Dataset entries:
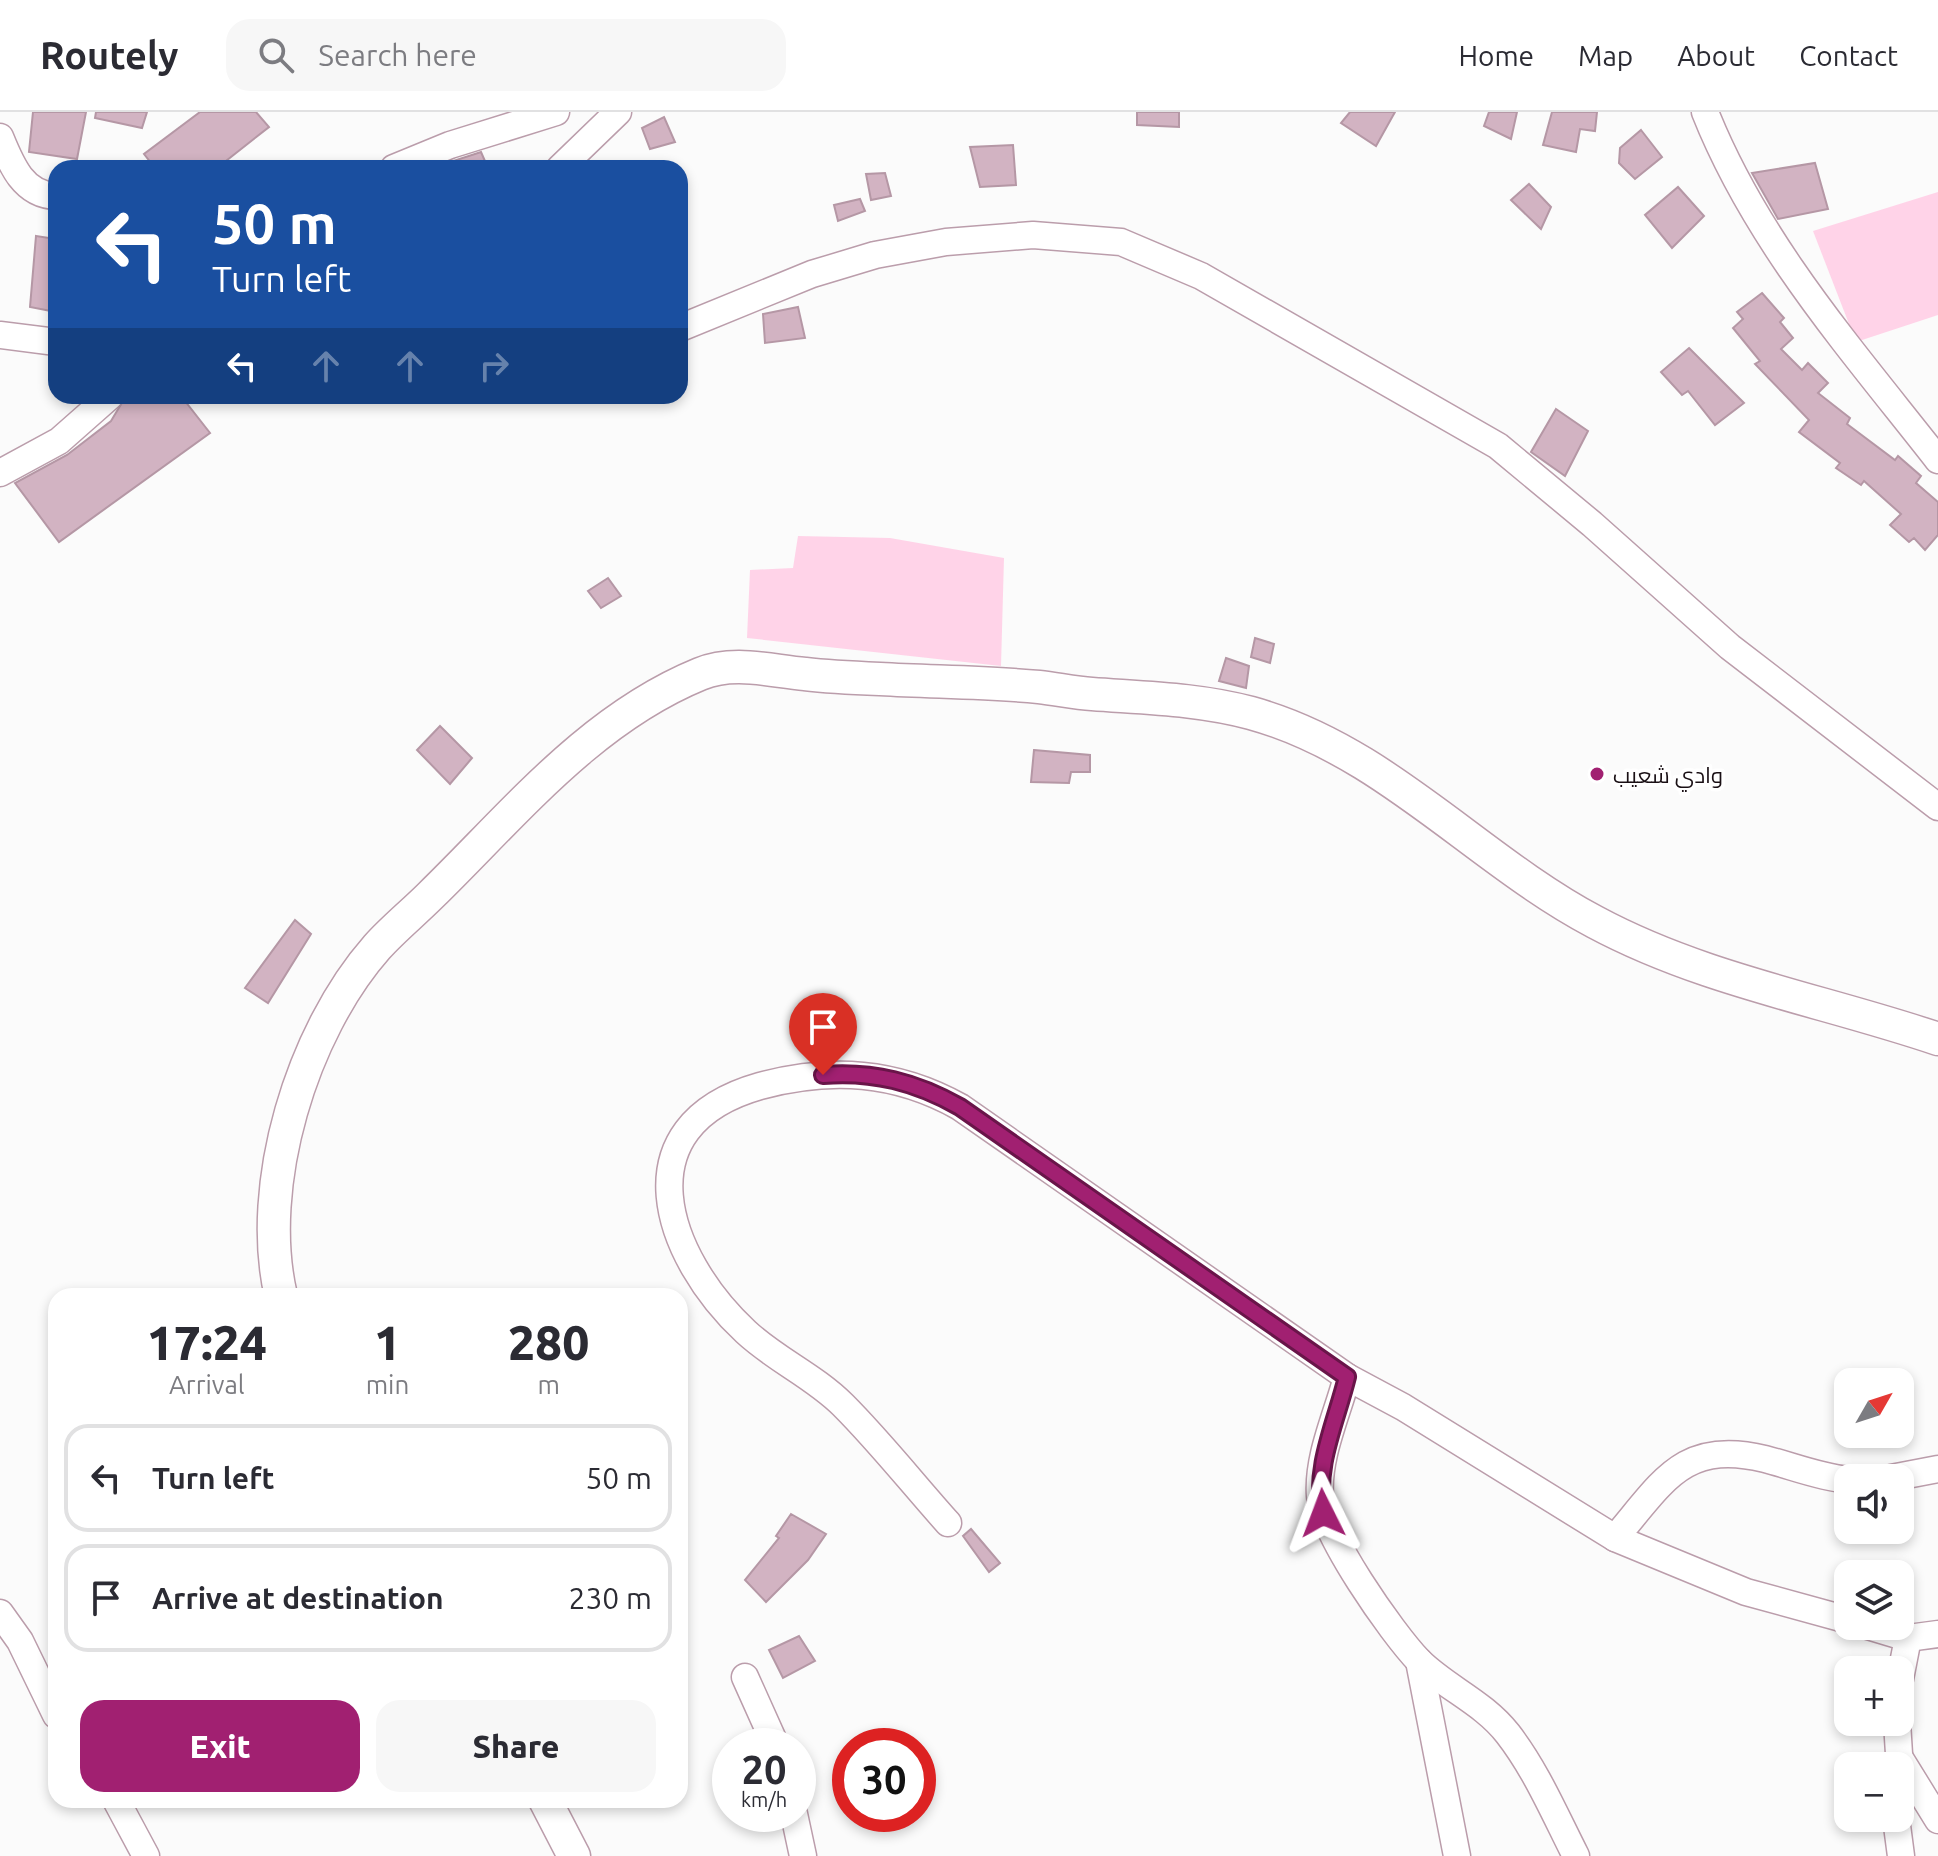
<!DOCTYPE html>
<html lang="en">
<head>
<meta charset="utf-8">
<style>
  :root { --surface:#fff; --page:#f7f7f7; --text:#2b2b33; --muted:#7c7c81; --line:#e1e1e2; --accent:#a12071 }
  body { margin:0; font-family:Ubuntu,Cairo,sans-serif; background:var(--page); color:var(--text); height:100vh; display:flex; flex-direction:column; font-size:30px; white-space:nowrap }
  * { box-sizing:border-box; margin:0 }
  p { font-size:26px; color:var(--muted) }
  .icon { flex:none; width:44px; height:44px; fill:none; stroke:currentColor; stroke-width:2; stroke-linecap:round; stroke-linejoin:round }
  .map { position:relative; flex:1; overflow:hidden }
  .sheet { position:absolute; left:48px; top:1176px; width:640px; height:520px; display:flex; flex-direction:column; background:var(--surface); border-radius:24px; box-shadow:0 4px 12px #0003 }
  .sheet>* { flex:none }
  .top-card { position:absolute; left:48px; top:48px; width:640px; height:244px; border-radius:24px; box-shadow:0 4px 12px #0003; background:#1a4fa0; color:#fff; overflow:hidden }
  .needle { width:52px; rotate:51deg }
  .fabs { position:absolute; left:1834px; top:1256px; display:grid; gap:16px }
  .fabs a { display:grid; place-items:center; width:80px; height:80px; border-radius:16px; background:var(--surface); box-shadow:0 4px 12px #0003; font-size:40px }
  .speed { position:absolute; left:712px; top:1616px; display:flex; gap:16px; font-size:40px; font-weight:700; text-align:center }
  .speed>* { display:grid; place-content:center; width:104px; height:104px; border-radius:50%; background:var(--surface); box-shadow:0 4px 12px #0003; line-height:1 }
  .speed small { font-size:20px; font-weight:400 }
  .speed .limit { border:12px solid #d22; background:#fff; color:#111 }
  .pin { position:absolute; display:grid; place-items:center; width:68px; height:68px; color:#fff; margin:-82px -34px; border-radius:50% 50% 50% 0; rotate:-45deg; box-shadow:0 0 8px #0007 }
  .pin .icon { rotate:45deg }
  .me { position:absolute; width:88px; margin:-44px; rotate:357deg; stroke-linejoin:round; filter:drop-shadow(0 0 6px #0008) }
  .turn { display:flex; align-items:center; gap:28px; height:168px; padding:0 32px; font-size:36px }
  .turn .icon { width:104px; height:104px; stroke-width:2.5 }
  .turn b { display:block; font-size:56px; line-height:68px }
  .lanes { display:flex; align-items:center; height:76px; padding:0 32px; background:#0003; justify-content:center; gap:40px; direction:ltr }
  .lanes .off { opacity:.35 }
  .eta { display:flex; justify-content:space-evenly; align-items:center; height:136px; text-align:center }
  .eta b { font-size:48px; font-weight:800; line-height:56px }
  .primary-button { display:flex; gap:16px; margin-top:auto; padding:16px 32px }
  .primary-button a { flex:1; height:92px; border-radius:24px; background:var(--accent); color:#fff; font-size:32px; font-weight:800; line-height:92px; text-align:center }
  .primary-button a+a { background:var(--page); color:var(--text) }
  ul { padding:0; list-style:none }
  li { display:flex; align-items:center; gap:24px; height:108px; margin:0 16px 12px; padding:0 16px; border:4px solid var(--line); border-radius:24px }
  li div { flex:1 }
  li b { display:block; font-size:30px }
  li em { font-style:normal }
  header { display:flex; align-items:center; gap:48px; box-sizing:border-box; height:112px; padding:0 40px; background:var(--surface); border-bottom:2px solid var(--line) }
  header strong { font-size:38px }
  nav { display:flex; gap:44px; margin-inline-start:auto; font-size:28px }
  .search { width:560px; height:72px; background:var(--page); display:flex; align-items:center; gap:20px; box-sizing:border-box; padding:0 28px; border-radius:24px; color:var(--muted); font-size:30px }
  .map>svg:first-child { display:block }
</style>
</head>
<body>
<header>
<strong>Routely</strong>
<div class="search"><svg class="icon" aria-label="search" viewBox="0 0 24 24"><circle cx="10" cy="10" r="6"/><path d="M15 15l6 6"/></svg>Search here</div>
<nav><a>Home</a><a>Map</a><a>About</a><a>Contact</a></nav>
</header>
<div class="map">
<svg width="1938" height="1744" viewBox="0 0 1938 1744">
  <rect width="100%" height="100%" fill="#fbfbfb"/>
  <!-- green -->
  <g fill="#ffd3e8">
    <path d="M 1938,80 L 1938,203 L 1856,230 L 1813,119 Z"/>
    <path d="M 798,424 L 890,426 L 1004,446 L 1001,554 L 747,526 L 750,458 L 793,456 Z"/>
  </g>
  <!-- building -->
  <g fill="#d2b3c2" stroke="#b597a5" stroke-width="2">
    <path d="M 33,0 L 86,0 L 77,47 L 29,40 Z"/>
    <path d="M 96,0 L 147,0 L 142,16 L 95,6 Z"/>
    <path d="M 200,0 L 256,0 L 269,15 L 217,56 L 155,56 L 144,42 Z"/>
    <path d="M 1137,0 L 1179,0 L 1179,15 L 1137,13 Z"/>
    <path d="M 1350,0 L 1395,0 L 1376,34 L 1341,11 Z"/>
    <path d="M 1489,0 L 1517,0 L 1511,27 L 1484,14 Z"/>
    <path d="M 1552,0 L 1597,0 L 1595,19 L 1580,17 L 1576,40 L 1543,33 Z"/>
    <path d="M 664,5 L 675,30 L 650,37 L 642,16 Z"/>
    <path d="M 1641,18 L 1662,45 L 1635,67 L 1619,51 L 1620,36 Z"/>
    <path d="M 1013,33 L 1016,73 L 980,75 L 970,35 Z"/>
    <path d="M 481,40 L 488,56 L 453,56 L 450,50 Z"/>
    <path d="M 1815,51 L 1828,97 L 1778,107 L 1752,61 Z"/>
    <path d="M 885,61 L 891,84 L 871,88 L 866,62 Z"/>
    <path d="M 1529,72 L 1551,95 L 1541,117 L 1511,88 Z"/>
    <path d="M 1678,75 L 1704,104 L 1672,136 L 1645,103 Z"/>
    <path d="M 860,87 L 865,99 L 838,109 L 834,93 Z"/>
    <path d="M 36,124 L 56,127 L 56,200 L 30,195 Z"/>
    <path d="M 1762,181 L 1784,206 L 1780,210 L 1793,226 L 1781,237 L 1802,258 L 1808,251 L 1828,271 L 1818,281 L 1850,306 L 1847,312 L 1895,348 L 1898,344 L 1921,364 L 1916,371 L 1938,390 L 1938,423 L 1925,438 L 1914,426 L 1909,430 L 1890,413 L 1901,402 L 1864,369 L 1861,373 L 1836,356 L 1840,351 L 1799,320 L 1809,308 L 1755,252 L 1760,249 L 1733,216 L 1743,207 L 1737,200 Z"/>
    <path d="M 798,195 L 805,226 L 765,231 L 763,202 Z"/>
    <path d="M 1689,236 L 1744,291 L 1715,313 L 1688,279 L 1682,283 L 1661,260 Z"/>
    <path d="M 126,284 L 181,284 L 210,321 L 59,430 L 15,371 L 67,343 L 111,309 Z"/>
    <path d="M 1556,297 L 1588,319 L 1565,364 L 1531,340 Z"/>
    <path d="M 608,466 L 621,484 L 601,496 L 588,479 Z"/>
    <path d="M 1255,526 L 1274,532 L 1270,551 L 1251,545 Z"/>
    <path d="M 1226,546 L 1249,554 L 1246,576 L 1219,569 Z"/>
    <path d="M 440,614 L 472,646 L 450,672 L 417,638 Z"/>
    <path d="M 1034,638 L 1090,643 L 1090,660 L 1071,660 L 1069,671 L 1031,670 Z"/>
    <path d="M 295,808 L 311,822 L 268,891 L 245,876 Z"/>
    <path d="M 791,1402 L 826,1422 L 808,1448 L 766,1490 L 745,1468 L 779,1426 L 776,1424 Z"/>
    <path d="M 971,1417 L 1000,1451 L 989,1460 L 963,1424 Z"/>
    <path d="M 799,1524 L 815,1549 L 783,1566 L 769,1538 Z"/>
  </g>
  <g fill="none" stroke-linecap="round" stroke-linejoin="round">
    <!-- minor casing -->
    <g stroke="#bb9dab" stroke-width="29">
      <g id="minor">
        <path d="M 1705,0 C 1757,131 1852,238 1938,348"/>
        <path d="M 0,25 C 11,52 23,83 56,84"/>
        <path d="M 394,56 L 450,33 L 556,0"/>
        <path d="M 560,56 L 618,0"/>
        <path d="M 680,216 L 812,162 L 875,143 L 946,130 L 1033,123 L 1121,130 L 1201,164 L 1498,334 L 1592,412 L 1730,535 L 1938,695"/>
        <path d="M 0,223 L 56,230"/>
        <path d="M 0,361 L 59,329 L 110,284"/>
        <path d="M 1891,1366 L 1938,1357"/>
        <path d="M 1848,1368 C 1819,1365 1792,1354 1765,1347 C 1683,1327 1663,1370 1615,1426 L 1746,1480 L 1848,1508"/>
        <path d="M 948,1411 C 913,1372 880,1330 843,1293 C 814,1264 776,1248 746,1220 C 665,1145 619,1014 760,974 C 831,955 896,959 960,995 L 1347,1265"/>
        <path d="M 0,1501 L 20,1529 L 56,1603"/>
        <path d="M 1868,1514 L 1908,1526 L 1900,1567"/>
        <path d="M 1908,1526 L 1938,1522"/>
        <path d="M 1419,1549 L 1457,1744"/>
        <path d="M 745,1565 L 776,1634"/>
        <path d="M 1897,1610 L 1900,1658"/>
        <path d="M 1901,1648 L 1938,1708"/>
        <path d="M 116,1688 L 146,1744"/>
        <path d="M 794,1702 L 803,1744"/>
        <path d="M 1896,1706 L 1901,1744"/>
        <path d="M 1576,1744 C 1555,1703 1536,1658 1508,1622 C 1483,1590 1446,1576 1419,1549 C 1392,1521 1322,1421 1320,1384 C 1317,1345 1337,1303 1347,1265 L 1403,1295 L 1615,1426"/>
      </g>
    </g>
    <!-- major casing -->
    <g stroke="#bb9dab" stroke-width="35">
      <g id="major">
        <path d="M 281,1184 C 255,1073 302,920 377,835 C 393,817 413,801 431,783 C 514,702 590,607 700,562 C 734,548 770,559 805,562 C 830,565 855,566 880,567 C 933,570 987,570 1039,575 C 1057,577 1075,581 1092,582 C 1146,586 1199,587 1251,601 C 1385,638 1476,747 1595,810 C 1703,868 1823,888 1938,927"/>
        <path d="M 545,1688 L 574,1744"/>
      </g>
    </g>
    <!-- minor -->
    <use href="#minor" stroke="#fff" stroke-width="26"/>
    <!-- major -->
    <use href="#major" stroke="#fff" stroke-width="32"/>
  </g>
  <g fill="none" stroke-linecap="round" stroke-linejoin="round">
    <!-- route casing -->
    <g stroke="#691549" stroke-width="20">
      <path id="route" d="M 823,963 C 873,959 916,970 960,995 L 1347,1265 C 1336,1310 1314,1355 1323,1401"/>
    </g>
    <!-- route -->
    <use href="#route" stroke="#a12071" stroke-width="14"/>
  </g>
  <!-- markers -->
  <circle fill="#a12071" stroke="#fff" stroke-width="3" cx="1597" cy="662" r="8"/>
  <g text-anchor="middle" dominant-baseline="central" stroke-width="7" stroke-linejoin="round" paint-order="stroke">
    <!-- poi labels -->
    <g font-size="22" fill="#1a1015" stroke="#fff" text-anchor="start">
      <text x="1613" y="662">وادي شعيب</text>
    </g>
  </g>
</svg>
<div class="fabs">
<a><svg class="needle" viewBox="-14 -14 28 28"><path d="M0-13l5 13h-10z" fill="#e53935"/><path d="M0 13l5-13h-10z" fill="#7c7c81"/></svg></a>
<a><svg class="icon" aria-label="sound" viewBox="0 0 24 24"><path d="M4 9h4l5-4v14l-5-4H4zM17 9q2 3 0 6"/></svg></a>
<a><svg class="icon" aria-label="layers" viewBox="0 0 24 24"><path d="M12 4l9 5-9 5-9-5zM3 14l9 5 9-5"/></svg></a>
<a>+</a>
<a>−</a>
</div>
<div class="speed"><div>20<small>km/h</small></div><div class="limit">30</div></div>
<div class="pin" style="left:823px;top:963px;background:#d93025"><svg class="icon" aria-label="arrive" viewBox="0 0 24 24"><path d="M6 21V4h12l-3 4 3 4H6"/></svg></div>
<svg class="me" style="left:1323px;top:1401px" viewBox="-20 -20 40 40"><path d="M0-17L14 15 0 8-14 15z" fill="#a12071" stroke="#fff" stroke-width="4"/></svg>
<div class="top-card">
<div class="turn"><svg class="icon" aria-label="left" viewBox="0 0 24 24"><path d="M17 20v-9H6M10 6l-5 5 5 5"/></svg><div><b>50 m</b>Turn left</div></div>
<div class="lanes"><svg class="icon" aria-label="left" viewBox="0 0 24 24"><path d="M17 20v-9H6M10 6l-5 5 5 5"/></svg><svg class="icon off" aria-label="ahead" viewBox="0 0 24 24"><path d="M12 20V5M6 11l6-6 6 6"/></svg><svg class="icon off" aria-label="ahead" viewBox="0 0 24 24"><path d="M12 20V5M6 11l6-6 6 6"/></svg><svg class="icon off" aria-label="right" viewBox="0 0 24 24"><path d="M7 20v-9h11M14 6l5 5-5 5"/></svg></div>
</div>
<section class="sheet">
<div class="eta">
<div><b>17:24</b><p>Arrival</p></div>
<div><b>1</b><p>min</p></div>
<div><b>280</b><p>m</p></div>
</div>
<ul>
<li><svg class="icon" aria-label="left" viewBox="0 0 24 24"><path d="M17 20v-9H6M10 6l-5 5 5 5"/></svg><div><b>Turn left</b></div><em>50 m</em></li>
<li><svg class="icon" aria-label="arrive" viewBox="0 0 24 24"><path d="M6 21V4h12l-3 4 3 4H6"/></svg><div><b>Arrive at destination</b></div><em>230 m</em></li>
</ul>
<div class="primary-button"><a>Exit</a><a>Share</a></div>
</section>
</div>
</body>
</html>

What is being asked:
Print the lines above from the one with "position:absolute; display:grid; place-items:center;" through the one with "display:flex; gap:16px; margin-top:auto;", both included, exactly as written and nothing more.

Your response:
  .pin { position:absolute; display:grid; place-items:center; width:68px; height:68px; color:#fff; margin:-82px -34px; border-radius:50% 50% 50% 0; rotate:-45deg; box-shadow:0 0 8px #0007 }
  .pin .icon { rotate:45deg }
  .me { position:absolute; width:88px; margin:-44px; rotate:357deg; stroke-linejoin:round; filter:drop-shadow(0 0 6px #0008) }
  .turn { display:flex; align-items:center; gap:28px; height:168px; padding:0 32px; font-size:36px }
  .turn .icon { width:104px; height:104px; stroke-width:2.5 }
  .turn b { display:block; font-size:56px; line-height:68px }
  .lanes { display:flex; align-items:center; height:76px; padding:0 32px; background:#0003; justify-content:center; gap:40px; direction:ltr }
  .lanes .off { opacity:.35 }
  .eta { display:flex; justify-content:space-evenly; align-items:center; height:136px; text-align:center }
  .eta b { font-size:48px; font-weight:800; line-height:56px }
  .primary-button { display:flex; gap:16px; margin-top:auto; padding:16px 32px }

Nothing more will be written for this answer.